4. Hindari panic condition
Cara lain yang bisa dilakukan untuk menghadapi resesi adalah dengan menghindari panic condition seperti panic buying maupun panic selling. Mengapa?
Karena kondisi ini akan cepat membuatmu kehilangan uang maupun aset yang kamu miliki. Jika terjebak dalam kondisi ini, kamu akan mudah gegabah dalam pengambilan keputusan.

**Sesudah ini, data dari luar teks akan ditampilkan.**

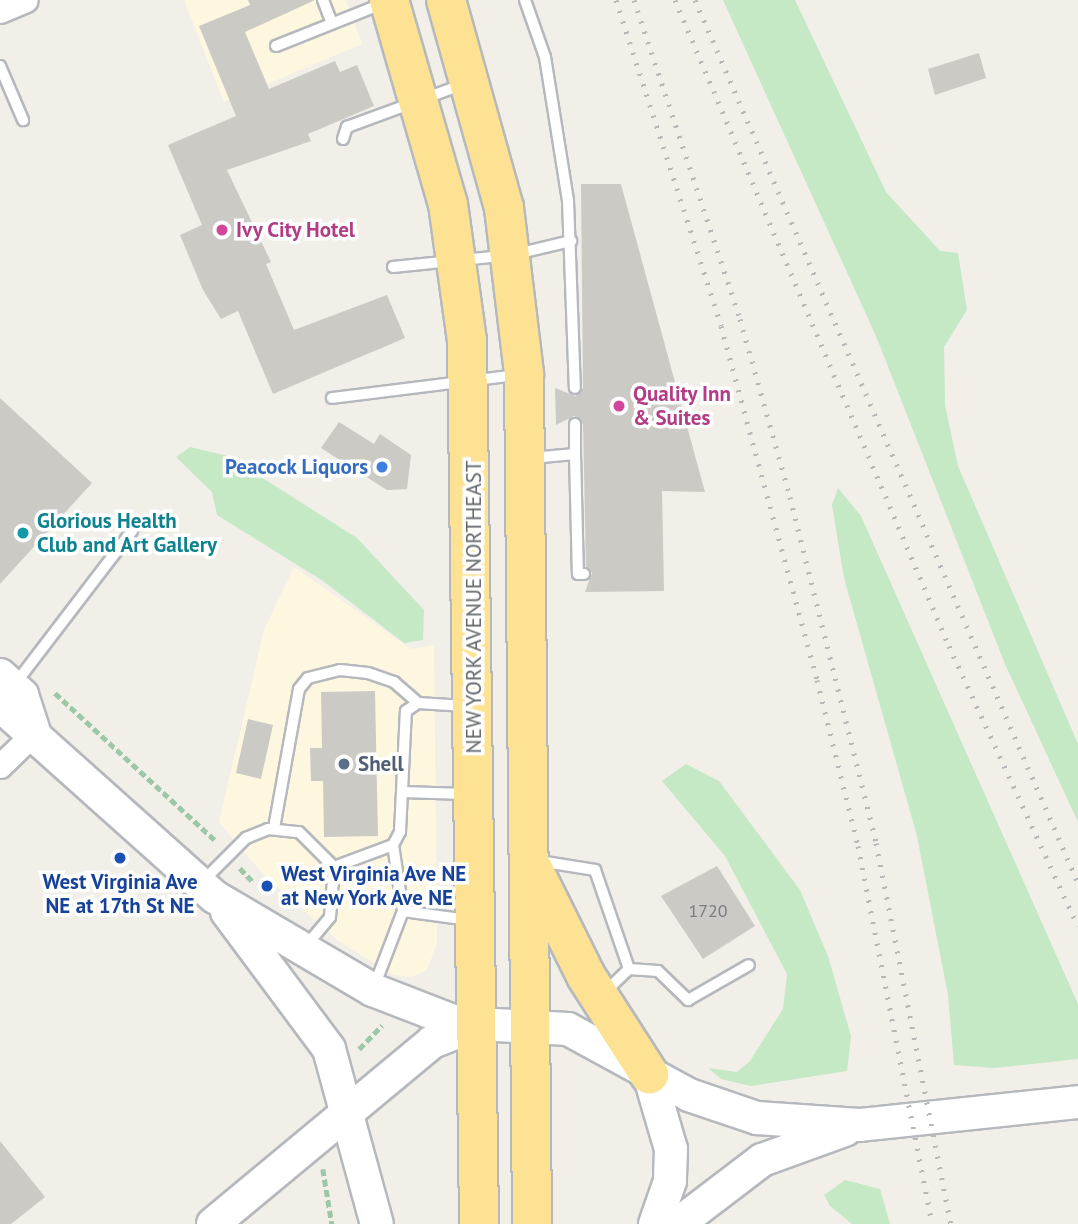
<!DOCTYPE html>
<html>
<head>
<meta charset="utf-8">
<style>
	body { margin:0 }
	#map { position:relative; width:1078px; height:1224px; overflow:hidden; background:#f1efe8; font-family:"PT Sans",sans-serif }
	div>[style] { position:absolute }
	[style*='--x'] { left:calc(var(--x)*1px); top:calc(var(--y)*1px); width:calc(var(--w)*1px); rotate:calc(var(--a)*1deg) }
	.commercial>* { inset:0; background:#fef7e0 }
	.green>* { inset:0; background:#c5e8c5 }
	.building>* { inset:0; background:#cccac5 }
	.path>* { height:4.5px; margin-top:-2.25px; transform-origin:0; background:repeating-linear-gradient(90deg,#9cc7a9 0 7px,transparent 0 10.5px) }
	.roads { filter:drop-shadow(2px 0 #b5b8bc) drop-shadow(-2px 0 #b5b8bc) drop-shadow(0 2px #b5b8bc) drop-shadow(0 -2px #b5b8bc) }
	.lane>* { height:10px; margin:-5px; padding:0 5px; transform-origin:5px; border-radius:5px; background:#fff }
	.street>* { height:23px; margin:-11.5px; padding:0 11.5px; transform-origin:11.5px; border-radius:11.5px; background:#fff }
	.secondary>* { height:32px; margin:-16px; padding:0 16px; transform-origin:16px; border-radius:16px; background:#fff }
	.highway>* { height:38px; margin:-19px; padding:0 19px; transform-origin:19px; border-radius:19px; background:#fde293 }
	.rail>* { height:5px; margin-top:-2.5px; transform-origin:0; background:repeating-linear-gradient(90deg,#b6b7b8 0 2px,transparent 0 11px) }
	.dots>* { width:19px; height:19px; translate:-50% -50%; box-sizing:border-box; border:4px solid #fff; border-radius:50% }
	span { translate:-50% -50%; white-space:nowrap; text-align:center; line-height:1.15; -webkit-text-stroke:7px #fff; paint-order:stroke }
	.number-label { font-size:18px; color:#7a7d7f }
	.number-label span { -webkit-text-stroke-width:0 }
	.hotel-label { font-size:21px; color:#b23c85; font-weight:700 }
	.left { translate:0 -50%; text-align:left }
	.shop-label { font-size:21px; color:#366cbe; font-weight:700 }
	.right { translate:-100% -50%; text-align:right }
	.culture-label { font-size:21px; color:#0d838f; font-weight:700 }
	.street-label { font-size:21px; color:#5f6368 }
	.service-label { font-size:21px; color:#4e5e75; font-weight:700 }
	.transit-label { font-size:21px; color:#164399; font-weight:700 }
</style>
</head>
<body>
<div id="map">
	<div class="commercial">
		<div style="clip-path:polygon(184px 0,346px 0,362px 44px,224px 102px)"></div>
		<div style="clip-path:polygon(294px 567px,411px 649px,434px 645px,437px 943px,427px 970px,411px 977px,393px 975px,337px 940px,263px 874px,219px 822px,264px 630px)"></div>
	</div>
	<div class="green">
		<div style="clip-path:polygon(723px 0,795px 0,886px 192px,940px 251px,958px 253px,967px 310px,944px 347px,945px 405px,958px 466px,1078px 744px,1078px 822px,1005px 664px,876px 336px)"></div>
		<div style="clip-path:polygon(190px 447px,228px 456px,357px 538px,424px 610px,423px 640px,404px 643px,323px 581px,217px 515px,212px 492px,176px 457px)"></div>
		<div style="clip-path:polygon(838px 488px,861px 516px,1078px 1004px,1078px 1059px,995px 1068px,954px 1065px,948px 995px,917px 836px,844px 578px,832px 505px)"></div>
		<div style="clip-path:polygon(686px 764px,719px 781px,800px 890px,828px 956px,851px 1036px,847px 1071px,751px 1086px,721px 1079px,708px 1068px,737px 1072px,750px 1061px,783px 1009px,787px 974px,725px 856px,662px 781px)"></div>
		<div style="clip-path:polygon(845px 1180px,880px 1189px,890px 1224px,852px 1224px,830px 1206px,824px 1195px)"></div>
	</div>
	<div class="building">
		<div style="clip-path:polygon(248px 0,315px 0,245px 32px,269px 89px,335px 61px,340px 72px,357px 65px,374px 106px,308px 134px,311px 141px,227px 170px,271px 262px,266px 264px,294px 330px,387px 295px,405px 338px,273px 394px,238px 311px,221px 319px,203px 290px,180px 235px,202px 225px,168px 145px,236px 116px,199px 26px,250px 5px)"></div>
		<div style="clip-path:polygon(979px 53px,986px 78px,935px 95px,928px 69px)"></div>
		<div style="clip-path:polygon(581px 184px,621px 184px,705px 492px,662px 491px,664px 591px,585px 592px,592px 573px,586px 566px,583px 424px,574px 416px,556px 425px,555px 388px,575px 396px,583px 388px)"></div>
		<div style="clip-path:polygon(0 398px,92px 483px,0 584px)"></div>
		<div style="clip-path:polygon(339px 422px,374px 444px,380px 434px,411px 455px,407px 489px,387px 490px,321px 448px)"></div>
		<div style="clip-path:polygon(375px 691px,378px 836px,324px 837px,323px 781px,311px 781px,310px 748px,322px 748px,321px 692px)"></div>
		<div style="clip-path:polygon(248px 719px,273px 725px,261px 779px,236px 773px)"></div>
		<div style="clip-path:polygon(717px 866px,755px 926px,703px 959px,661px 896px)"></div>
		<div style="clip-path:polygon(0 1141px,45px 1197px,11px 1224px,0 1224px)"></div>
	</div>
	<div class="path">
		<div style="--x:55;--y:693;--w:219;--a:42.6"></div>
		<div style="--x:240;--y:868;--w:19;--a:47"></div>
		<div style="--x:359;--y:1049;--w:33;--a:-46"></div>
		<div style="--x:323;--y:1169;--w:56;--a:80.7"></div>
	</div>
	<div class="roads">
		<div class="lane">
			<div style="--x:323;--y:0;--w:25;--a:69"></div>
			<div style="--x:525;--y:0;--w:60;--a:70.7"></div>
			<div style="--x:545;--y:57;--w:146;--a:80.9"></div>
			<div style="--x:568;--y:201;--w:187;--a:87.9"></div>
			<div style="--x:276;--y:46;--w:116;--a:-21.7"></div>
			<div style="--x:0;--y:66;--w:59;--a:66.9"></div>
			<div style="--x:343;--y:139;--w:13;--a:-72"></div>
			<div style="--x:347;--y:127;--w:125;--a:-20.2"></div>
			<div style="--x:393;--y:267;--w:120;--a:-5.8"></div>
			<div style="--x:512;--y:255;--w:61;--a:-13.3"></div>
			<div style="--x:332;--y:398;--w:186;--a:-7.1"></div>
			<div style="--x:575;--y:454;--w:120;--a:88.6"></div>
			<div style="--x:578;--y:574;--w:6;--a:0"></div>
			<div style="--x:531;--y:458;--w:44;--a:-5.2"></div>
			<div style="--x:575;--y:454;--w:30;--a:-90"></div>
			<div style="--x:15;--y:684;--w:193;--a:-52.6"></div>
			<div style="--x:402;--y:792;--w:64;--a:1.8"></div>
			<div style="--x:274;--y:828;--w:141;--a:-79.8"></div>
			<div style="--x:299;--y:689;--w:14;--a:-51"></div>
			<div style="--x:308;--y:678;--w:33;--a:-14"></div>
			<div style="--x:340;--y:670;--w:28;--a:6"></div>
			<div style="--x:368;--y:673;--w:28;--a:19"></div>
			<div style="--x:394;--y:682;--w:32;--a:41"></div>
			<div style="--x:393;--y:845;--w:67;--a:81.4"></div>
			<div style="--x:403;--y:911;--w:67;--a:7.8"></div>
			<div style="--x:539;--y:861;--w:57;--a:9.1"></div>
			<div style="--x:595;--y:870;--w:105;--a:71"></div>
			<div style="--x:201;--y:883;--w:64;--a:-45"></div>
			<div style="--x:246;--y:838;--w:24;--a:-22"></div>
			<div style="--x:268;--y:829;--w:31;--a:6"></div>
			<div style="--x:299;--y:832;--w:49;--a:45"></div>
			<div style="--x:305;--y:947;--w:39;--a:-50"></div>
			<div style="--x:330;--y:917;--w:50;--a:-85.4"></div>
			<div style="--x:334;--y:867;--w:63;--a:-20.4"></div>
			<div style="--x:393;--y:845;--w:15;--a:-62"></div>
			<div style="--x:400;--y:832;--w:121;--a:-87.2"></div>
			<div style="--x:406;--y:711;--w:14;--a:-34"></div>
			<div style="--x:418;--y:703;--w:47;--a:3.7"></div>
			<div style="--x:374;--y:987;--w:81;--a:-69.1"></div>
			<div style="--x:605;--y:992;--w:33;--a:-44"></div>
			<div style="--x:629;--y:969;--w:29;--a:4"></div>
			<div style="--x:658;--y:971;--w:42;--a:44"></div>
			<div style="--x:688;--y:1000;--w:70;--a:-29.8"></div>
		</div>
		<div class="street">
			<div style="--x:0;--y:11;--w:28;--a:-23"></div>
			<div style="--x:0;--y:766;--w:47;--a:-44.1"></div>
		</div>
		<div class="secondary">
			<div style="--x:0;--y:675;--w:30;--a:42"></div>
			<div style="--x:22;--y:695;--w:40;--a:72"></div>
			<div style="--x:0;--y:705;--w:288;--a:41.8"></div>
			<div style="--x:215;--y:897;--w:183;--a:30.5"></div>
			<div style="--x:373;--y:990;--w:100;--a:21.2"></div>
			<div style="--x:227;--y:912;--w:171;--a:53.3"></div>
			<div style="--x:329;--y:1049;--w:181;--a:74.7"></div>
			<div style="--x:649;--y:1074;--w:78;--a:73.7"></div>
			<div style="--x:671;--y:1149;--w:32;--a:92"></div>
			<div style="--x:670;--y:1181;--w:46;--a:109.2"></div>
			<div style="--x:213;--y:1224;--w:285;--a:-39.7"></div>
			<div style="--x:432;--y:1042;--w:49;--a:-21.4"></div>
			<div style="--x:478;--y:1024;--w:90;--a:3.2"></div>
			<div style="--x:568;--y:1029;--w:138;--a:28.6"></div>
			<div style="--x:689;--y:1095;--w:72;--a:18.7"></div>
			<div style="--x:757;--y:1118;--w:103;--a:3.9"></div>
			<div style="--x:860;--y:1125;--w:219;--a:-6"></div>
			<div style="--x:678;--y:1224;--w:106;--a:-37.3"></div>
			<div style="--x:762;--y:1160;--w:88;--a:-19.9"></div>
		</div>
		<div class="highway">
			<div style="--x:389;--y:0;--w:212;--a:73.9"></div>
			<div style="--x:448;--y:204;--w:138;--a:82.1"></div>
			<div style="--x:467;--y:341;--w:883;--a:89.22"></div>
			<div style="--x:446;--y:0;--w:216;--a:74.4"></div>
			<div style="--x:504;--y:208;--w:167;--a:83.1"></div>
			<div style="--x:524;--y:374;--w:850;--a:89.46"></div>
			<div style="--x:533;--y:869;--w:119;--a:63.6"></div>
			<div style="--x:586;--y:976;--w:117;--a:57.3"></div>
		</div>
	</div>
	<div class="rail">
		<div style="--x:616;--y:0;--w:342;--a:72.1"></div>
		<div style="--x:721;--y:326;--w:367;--a:74.8"></div>
		<div style="--x:817;--y:680;--w:171;--a:76.1"></div>
		<div style="--x:858;--y:846;--w:385;--a:78.9"></div>
		<div style="--x:634;--y:0;--w:336;--a:71.6"></div>
		<div style="--x:740;--y:319;--w:185;--a:74.3"></div>
		<div style="--x:790;--y:497;--w:357;--a:76"></div>
		<div style="--x:876;--y:843;--w:388;--a:78.9"></div>
		<div style="--x:675;--y:0;--w:702;--a:67.02"></div>
		<div style="--x:949;--y:646;--w:308;--a:65.3"></div>
		<div style="--x:695;--y:0;--w:962;--a:66.55"></div>
	</div>
	<div class="dots">
		<div style="left:222px;top:230px;background:#d1479c"></div>
		<div style="left:619px;top:406px;background:#d1479c"></div>
		<div style="left:382px;top:467px;background:#3f7fe0"></div>
		<div style="left:23px;top:533px;background:#0f9aa8"></div>
		<div style="left:344px;top:764px;background:#5c6f8a"></div>
		<div style="left:120px;top:858px;background:#1a4fb4"></div>
		<div style="left:267px;top:886px;background:#1a4fb4"></div>
	</div>
	<div class="number-label">
		<span style="left:708px;top:911px">1720</span>
	</div>
	<div class="hotel-label">
		<span class="left" style="left:236px;top:230px">Ivy City Hotel</span>
		<span class="left" style="left:633px;top:406px">Quality Inn<br>&amp; Suites</span>
	</div>
	<div class="shop-label">
		<span class="right" style="left:368px;top:467px">Peacock Liquors</span>
	</div>
	<div class="culture-label">
		<span class="left" style="left:37px;top:533px">Glorious Health<br>Club and Art Gallery</span>
	</div>
	<div class="street-label">
		<span style="left:474px;top:607px;rotate:-90deg">NEW YORK AVENUE NORTHEAST</span>
	</div>
	<div class="service-label">
		<span class="left" style="left:358px;top:764px">Shell</span>
	</div>
	<div class="transit-label">
		<span class="left" style="left:281px;top:886px">West Virginia Ave NE<br>at New York Ave NE</span>
		<span style="left:120px;top:894px">West Virginia Ave<br>NE at 17th St NE</span>
	</div>
</div>
</body>
</html>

Alih-alih terjebak di dalam kondisi panik, baiknya kamu membaca informasi kondisi ekonomi global dari berbagai sumber dan lakukan validasi terhadap setiap informasi yang didapat. Hal ini bisa membantu meredakan kepanikan yang terjadi padamu.
Tetap Tenang Meski Resesi Datang
Resesi ekonomi merupakan hal pasti yang akan terjadi dalam dunia ekonomi dan bisnis. Ketika menghadapi resesi, kamu tidak perlu khawatir dan cobalah untuk tetap tenang meskipun resesi datang. Alasannya? Karena kondisi tersebut dapat pulih dan perputaran roda ekonomi bisa kembali normal.